Tuesday, 28 August 2012

Taste report; Chile de Agua

I have asked several seed suppliers if they had an outstanding chili, one that is head and shoulders above the rest, or out of the ordinary. Well I did get more than a few from several suppliers and loads of friends and got asked to write a review when tasted.

One of the ones was the Chili de Aqua, a fairly unknown chili from Mexico. The Chile de Agua is a local chili from the valley of Oaxaca, grown year round. The plant is a normal green plant with white flowers, and makes green peppers that slowly go from green to orange to red. They are not at all uniform, and vary in size and shape a lot. I had one that even almost looked like a banana, but most of them look like tapered peppers.

A small one to taste

Now this chili really is a Heirloom chili, or should I say chile, anyway it is a Heirloom. As it seems it is also an endangered variety as what I have heard as the local growers are more and more starting to plant the guajillos. The Chile de Agua is only grown in this little valley, and are therefore expensive, people tend to start buying the guajillos chili. So its reputation and its exclusivity ( read price ) is the killer for this variety.
Now Dylan & Rachel from Dilly's Chilis Seeds got a hold of this chili, and gave some seeds to me too. Dylan & Rachel are about growing and keeping exotic and rare chillies, I don’t know if they are in it to keep Heirloom sorts safe and taken care off. But in this case they sure do, as they sell the seeds now for everyone to try. You can order them here.

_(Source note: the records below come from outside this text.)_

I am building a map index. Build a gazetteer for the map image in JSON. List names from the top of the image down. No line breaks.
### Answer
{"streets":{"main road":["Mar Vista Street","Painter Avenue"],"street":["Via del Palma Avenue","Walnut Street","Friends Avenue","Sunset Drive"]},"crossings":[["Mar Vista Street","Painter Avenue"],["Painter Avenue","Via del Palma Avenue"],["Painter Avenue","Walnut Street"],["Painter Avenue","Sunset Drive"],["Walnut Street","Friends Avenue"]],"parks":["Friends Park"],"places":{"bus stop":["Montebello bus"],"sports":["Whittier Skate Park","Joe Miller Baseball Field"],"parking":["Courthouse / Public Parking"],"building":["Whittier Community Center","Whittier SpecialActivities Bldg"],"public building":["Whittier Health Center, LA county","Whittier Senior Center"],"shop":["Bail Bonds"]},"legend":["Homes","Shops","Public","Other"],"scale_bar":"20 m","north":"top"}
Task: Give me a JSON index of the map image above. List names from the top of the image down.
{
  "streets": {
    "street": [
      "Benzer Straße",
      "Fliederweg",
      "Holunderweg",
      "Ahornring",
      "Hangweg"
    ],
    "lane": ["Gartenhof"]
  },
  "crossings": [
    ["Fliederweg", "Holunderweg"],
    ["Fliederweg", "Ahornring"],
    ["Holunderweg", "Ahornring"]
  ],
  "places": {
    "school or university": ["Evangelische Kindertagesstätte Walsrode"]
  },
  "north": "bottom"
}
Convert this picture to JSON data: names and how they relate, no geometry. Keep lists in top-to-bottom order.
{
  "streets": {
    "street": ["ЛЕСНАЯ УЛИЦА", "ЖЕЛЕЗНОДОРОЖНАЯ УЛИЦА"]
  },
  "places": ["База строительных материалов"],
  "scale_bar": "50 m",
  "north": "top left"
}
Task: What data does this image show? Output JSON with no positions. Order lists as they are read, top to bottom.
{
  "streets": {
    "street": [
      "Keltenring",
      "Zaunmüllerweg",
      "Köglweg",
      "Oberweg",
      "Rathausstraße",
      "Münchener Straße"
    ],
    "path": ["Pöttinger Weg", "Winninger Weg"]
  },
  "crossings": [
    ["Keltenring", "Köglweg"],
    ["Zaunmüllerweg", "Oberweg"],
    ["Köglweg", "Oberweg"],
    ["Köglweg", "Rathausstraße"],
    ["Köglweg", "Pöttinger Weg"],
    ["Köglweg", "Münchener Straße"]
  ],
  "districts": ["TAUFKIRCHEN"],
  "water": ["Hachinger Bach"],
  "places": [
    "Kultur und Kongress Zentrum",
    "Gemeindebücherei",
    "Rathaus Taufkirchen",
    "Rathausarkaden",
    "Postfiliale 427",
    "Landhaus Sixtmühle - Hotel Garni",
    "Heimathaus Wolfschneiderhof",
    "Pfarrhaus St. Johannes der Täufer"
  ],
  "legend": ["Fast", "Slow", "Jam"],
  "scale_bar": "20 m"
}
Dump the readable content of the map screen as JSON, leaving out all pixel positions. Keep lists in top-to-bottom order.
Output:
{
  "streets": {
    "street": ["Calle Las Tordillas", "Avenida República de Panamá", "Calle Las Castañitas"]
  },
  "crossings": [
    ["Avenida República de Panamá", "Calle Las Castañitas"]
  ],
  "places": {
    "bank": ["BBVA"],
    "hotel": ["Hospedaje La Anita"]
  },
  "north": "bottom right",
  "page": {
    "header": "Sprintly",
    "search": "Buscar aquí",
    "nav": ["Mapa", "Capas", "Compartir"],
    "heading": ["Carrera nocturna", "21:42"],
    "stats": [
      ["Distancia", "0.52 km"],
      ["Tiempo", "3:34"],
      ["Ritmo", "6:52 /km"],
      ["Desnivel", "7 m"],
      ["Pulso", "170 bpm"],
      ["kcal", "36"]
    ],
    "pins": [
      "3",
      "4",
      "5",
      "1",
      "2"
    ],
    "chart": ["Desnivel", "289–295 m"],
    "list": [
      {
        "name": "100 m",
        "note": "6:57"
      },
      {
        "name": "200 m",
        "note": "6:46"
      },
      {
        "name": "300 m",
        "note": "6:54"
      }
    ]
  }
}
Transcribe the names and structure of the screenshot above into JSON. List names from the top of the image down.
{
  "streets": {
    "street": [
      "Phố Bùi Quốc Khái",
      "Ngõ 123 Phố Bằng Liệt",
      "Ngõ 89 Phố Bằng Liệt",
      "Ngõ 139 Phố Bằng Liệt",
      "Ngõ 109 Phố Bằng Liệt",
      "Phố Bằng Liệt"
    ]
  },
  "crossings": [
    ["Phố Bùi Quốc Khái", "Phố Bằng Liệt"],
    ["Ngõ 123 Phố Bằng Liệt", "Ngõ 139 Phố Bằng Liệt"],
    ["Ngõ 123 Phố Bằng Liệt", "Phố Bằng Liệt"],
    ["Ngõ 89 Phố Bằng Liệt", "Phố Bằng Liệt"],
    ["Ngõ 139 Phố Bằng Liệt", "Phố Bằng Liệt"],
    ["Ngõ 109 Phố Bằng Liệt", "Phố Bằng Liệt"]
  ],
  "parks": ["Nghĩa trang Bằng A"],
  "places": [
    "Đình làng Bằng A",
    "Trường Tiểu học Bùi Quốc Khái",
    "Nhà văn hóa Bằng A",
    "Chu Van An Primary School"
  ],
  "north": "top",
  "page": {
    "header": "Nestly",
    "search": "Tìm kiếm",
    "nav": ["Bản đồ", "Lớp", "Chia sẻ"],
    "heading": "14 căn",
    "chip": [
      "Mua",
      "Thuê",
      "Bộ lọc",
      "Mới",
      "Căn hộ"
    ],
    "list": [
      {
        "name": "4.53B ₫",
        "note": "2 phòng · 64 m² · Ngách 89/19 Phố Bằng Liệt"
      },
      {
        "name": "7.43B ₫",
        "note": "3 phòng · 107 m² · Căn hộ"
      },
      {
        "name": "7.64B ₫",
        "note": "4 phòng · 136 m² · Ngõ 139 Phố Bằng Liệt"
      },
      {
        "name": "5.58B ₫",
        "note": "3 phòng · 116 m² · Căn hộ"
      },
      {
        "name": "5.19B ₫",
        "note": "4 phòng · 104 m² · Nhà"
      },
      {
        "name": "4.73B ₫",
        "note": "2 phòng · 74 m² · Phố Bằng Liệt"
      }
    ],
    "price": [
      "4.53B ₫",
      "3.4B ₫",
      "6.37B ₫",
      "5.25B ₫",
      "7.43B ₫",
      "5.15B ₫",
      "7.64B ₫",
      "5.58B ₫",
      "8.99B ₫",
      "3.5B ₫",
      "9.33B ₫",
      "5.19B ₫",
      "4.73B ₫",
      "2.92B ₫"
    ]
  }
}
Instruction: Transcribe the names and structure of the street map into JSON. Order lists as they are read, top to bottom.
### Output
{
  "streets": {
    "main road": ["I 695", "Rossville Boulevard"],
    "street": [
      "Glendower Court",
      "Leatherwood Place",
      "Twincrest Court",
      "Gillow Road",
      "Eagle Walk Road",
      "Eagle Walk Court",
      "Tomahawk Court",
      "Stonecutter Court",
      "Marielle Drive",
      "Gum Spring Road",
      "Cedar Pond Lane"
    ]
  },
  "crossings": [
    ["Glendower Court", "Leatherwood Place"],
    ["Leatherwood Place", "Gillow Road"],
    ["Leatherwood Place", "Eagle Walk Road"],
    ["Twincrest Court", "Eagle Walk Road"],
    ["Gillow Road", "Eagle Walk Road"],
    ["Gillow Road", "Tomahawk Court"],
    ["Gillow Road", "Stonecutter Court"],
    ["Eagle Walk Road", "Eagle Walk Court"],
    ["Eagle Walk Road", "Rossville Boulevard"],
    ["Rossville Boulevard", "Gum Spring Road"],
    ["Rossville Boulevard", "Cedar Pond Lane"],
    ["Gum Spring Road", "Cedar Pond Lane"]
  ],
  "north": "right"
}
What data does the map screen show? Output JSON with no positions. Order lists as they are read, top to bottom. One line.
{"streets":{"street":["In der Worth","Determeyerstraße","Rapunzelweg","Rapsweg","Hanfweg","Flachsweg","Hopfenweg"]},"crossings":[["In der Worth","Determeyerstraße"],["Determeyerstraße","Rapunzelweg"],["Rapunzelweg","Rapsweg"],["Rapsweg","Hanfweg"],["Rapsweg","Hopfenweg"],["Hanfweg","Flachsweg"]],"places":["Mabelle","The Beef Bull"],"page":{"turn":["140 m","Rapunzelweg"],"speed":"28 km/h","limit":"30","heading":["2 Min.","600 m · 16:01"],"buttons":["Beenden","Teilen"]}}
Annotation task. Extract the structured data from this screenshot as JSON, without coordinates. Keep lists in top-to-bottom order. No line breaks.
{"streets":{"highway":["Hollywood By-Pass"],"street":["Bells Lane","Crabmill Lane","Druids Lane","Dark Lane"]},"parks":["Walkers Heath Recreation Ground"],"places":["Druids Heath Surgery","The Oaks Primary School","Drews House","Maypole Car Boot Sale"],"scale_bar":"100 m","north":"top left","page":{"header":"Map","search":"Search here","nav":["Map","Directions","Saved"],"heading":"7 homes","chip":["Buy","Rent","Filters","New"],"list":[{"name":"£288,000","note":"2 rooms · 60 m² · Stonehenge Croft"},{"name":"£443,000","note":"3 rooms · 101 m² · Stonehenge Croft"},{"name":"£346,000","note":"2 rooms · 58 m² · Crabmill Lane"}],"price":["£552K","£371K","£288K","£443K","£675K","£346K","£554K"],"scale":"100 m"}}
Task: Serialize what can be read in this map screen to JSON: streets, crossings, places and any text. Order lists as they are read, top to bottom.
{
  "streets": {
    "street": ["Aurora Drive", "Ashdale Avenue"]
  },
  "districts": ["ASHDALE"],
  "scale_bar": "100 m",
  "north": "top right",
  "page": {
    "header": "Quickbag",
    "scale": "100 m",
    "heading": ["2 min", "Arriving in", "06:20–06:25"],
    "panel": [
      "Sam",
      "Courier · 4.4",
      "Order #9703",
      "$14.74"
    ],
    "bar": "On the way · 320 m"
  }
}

This chili is about 2.5 to 3 cm wide at the top, and about 10 cm long in total. So, tasting he. The skin is rather hard, the colour good, and contains just a little amount of seeds. It is a thin walled chile with a good amount of flavor while cutting it open. I tasted it between the seed lists, and it tastes like good quality bell pepper full of taste. It is sweet with a little sour, a good amount of herb and little fruit tones in it. The smell is of herbs, strong herbs and would be brilliant in a stew or goulash. There is no heati in the flesh between the ribs, so getting sloppy I bit in a good piece of seedlist. My goodness me, for crying outloud, that is bloody stinking hot. When do I ever learn?
What the other meat is missing, the seedlists are full off. In total it is a hot chilli or chile in this case. The seedlist has a little bitter in it, making the palate complete. I think this chilli would make a super good and hot paprika powder.
The inners of a small one

In Mexico this chili is used in fresh and cooked sauces, but and very popular is char-roasted ( asado ), peeled and then stuffed with a picadillo, shredded cheese or meat filling, or cut into strips and used in a relish. Chile de Agua is also used ripened and dried, but less and less now, since they have been replaced by guajillos, which are less expensive.

Yours sincerely,

Bart J. Meijer


  1. I should stop reading your blog.
    Most of the time I either get hungry or I start drooling!

    Very nice and clear description.


  2. great review and an interesting pepper. thanks!